Other all stars include the:

Best Short Stories of J.G. Ballard, which has dazzling examples of his early writing for the SF pulp magazines.

BIOS, by Robert Charles Wilson, which is both clean, fast commercial fiction and has some big ideas to ponder. All of his novels are reliable, but BIOS is his best.

Schismatrix Plus, by Bruce Sterling, hard SF that resonates like good historical fiction.

City of Saints and Madmen, by Jeff Vandermeer, this is the best example of a new strain in fantasy. It's literate, weird, and fun.

A Game of Thrones by George R. R. Martin is pure, addictive epic fantasy that is actually well written. Imagine if Tolkien had toned down the prose style a lot, and written a magical history of the War of the Roses.

The Deep, or Little Big by John Crowley are fantasy novels to the core, but are wonderfully written pieces of fiction, by any standard. Harold Bloom considers Little Big to be one of the finest novels written in the last thirty years.

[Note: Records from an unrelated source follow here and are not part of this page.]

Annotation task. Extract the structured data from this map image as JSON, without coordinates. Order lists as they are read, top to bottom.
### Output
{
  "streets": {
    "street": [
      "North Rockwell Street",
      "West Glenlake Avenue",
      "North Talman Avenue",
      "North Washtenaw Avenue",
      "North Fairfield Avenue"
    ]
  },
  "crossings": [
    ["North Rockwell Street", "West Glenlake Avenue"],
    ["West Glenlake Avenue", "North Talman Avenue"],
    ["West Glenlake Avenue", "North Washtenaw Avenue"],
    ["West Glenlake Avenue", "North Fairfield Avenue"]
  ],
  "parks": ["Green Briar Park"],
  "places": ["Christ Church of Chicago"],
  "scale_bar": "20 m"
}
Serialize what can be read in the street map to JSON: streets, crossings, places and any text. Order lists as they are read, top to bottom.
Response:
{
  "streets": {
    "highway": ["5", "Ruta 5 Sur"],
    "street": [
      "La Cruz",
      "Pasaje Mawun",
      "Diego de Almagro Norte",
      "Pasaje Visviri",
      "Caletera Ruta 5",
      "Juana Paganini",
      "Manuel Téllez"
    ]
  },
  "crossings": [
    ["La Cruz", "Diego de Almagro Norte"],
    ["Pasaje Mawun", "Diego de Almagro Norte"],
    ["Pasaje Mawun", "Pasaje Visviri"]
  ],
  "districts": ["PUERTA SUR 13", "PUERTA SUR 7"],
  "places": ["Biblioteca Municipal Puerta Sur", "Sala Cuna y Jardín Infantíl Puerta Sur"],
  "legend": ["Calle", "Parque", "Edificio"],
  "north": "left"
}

Song of Kali by Dan Simmons is really much better than any of his science fiction. It's one of the few books that has ever given me a real sense of horror. Slow, creeping horror, not just spookiness and suspense.

The Road by Cormac McCarthy needs no introduction. The man wrote gothic novels, westerns, and now he has written a science fiction novel. Just because he's the greatest living writer in English doesn't mean he doesn't write in particular genres.

The Stars My Destination by Alfred Bester is a very different kind of golden age SF than Heinlein or Asimov. It's all the furious energy of the United States in the 1950s without the triumphalism.

Childhood's End by Arthur C. Clarke is way better than 2001. As is Rendezvous with Rama. Clarke is the best example of that "sense of wonder" SF readers talk about so much.

Blindness by Saramago. The Handmaid's Tale by Margaret Atwood. The Left Hand of Darkness by Ursula LeGuin. Cloud Atlas by David Mitchell. I could go on ...

Science Fiction is never really about the future, it is about a re-imagining of the time it was written in, a kind of fantasia on scientific and historical themes, and the same is true of Fantasy. It's all about trying to make sense of the present and the past but with the tools of literature rather than history and science. It's never about escaping from the world, but about finding new ways into it.